◆ WORK INSTRUCTIONS
For each line below that holds "Florida", return the line as it stands.

[Stored records]

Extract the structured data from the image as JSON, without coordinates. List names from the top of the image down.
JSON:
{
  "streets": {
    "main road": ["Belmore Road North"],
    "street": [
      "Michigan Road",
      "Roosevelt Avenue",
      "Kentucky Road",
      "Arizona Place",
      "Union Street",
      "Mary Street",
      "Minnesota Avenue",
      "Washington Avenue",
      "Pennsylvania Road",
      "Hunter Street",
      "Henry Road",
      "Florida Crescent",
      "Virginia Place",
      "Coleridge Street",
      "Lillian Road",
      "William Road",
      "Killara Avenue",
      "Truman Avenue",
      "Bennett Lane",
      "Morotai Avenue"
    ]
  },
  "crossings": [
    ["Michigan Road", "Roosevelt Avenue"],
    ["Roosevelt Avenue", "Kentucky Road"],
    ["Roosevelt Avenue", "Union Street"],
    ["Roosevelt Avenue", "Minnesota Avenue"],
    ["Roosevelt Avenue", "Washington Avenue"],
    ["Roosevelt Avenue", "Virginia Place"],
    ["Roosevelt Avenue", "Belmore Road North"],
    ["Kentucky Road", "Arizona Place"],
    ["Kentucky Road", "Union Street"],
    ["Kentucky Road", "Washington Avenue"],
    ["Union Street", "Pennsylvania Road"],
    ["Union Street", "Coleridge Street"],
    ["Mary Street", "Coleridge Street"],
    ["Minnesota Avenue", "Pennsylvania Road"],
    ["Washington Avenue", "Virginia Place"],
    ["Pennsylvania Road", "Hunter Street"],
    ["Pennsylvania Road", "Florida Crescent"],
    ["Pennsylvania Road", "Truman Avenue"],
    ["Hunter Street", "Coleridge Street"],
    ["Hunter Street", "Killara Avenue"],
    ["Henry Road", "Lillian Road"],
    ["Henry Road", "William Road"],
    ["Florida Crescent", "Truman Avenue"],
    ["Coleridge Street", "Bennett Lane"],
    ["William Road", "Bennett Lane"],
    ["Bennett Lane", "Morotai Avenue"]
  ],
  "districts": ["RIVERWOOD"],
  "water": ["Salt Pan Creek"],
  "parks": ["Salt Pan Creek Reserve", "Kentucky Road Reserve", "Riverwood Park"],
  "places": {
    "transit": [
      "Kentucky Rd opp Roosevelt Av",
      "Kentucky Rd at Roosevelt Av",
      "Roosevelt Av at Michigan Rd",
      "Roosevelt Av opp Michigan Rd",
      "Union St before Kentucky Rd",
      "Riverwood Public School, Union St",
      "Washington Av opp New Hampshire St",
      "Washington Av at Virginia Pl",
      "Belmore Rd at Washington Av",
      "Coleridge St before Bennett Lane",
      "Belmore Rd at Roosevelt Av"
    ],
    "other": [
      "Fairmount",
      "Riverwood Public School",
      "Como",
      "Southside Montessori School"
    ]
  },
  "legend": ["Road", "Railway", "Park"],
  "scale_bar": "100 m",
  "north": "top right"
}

◆ RESULT FOR THIS TASK
      "Florida Crescent",
    ["Pennsylvania Road", "Florida Crescent"],
    ["Florida Crescent", "Truman Avenue"],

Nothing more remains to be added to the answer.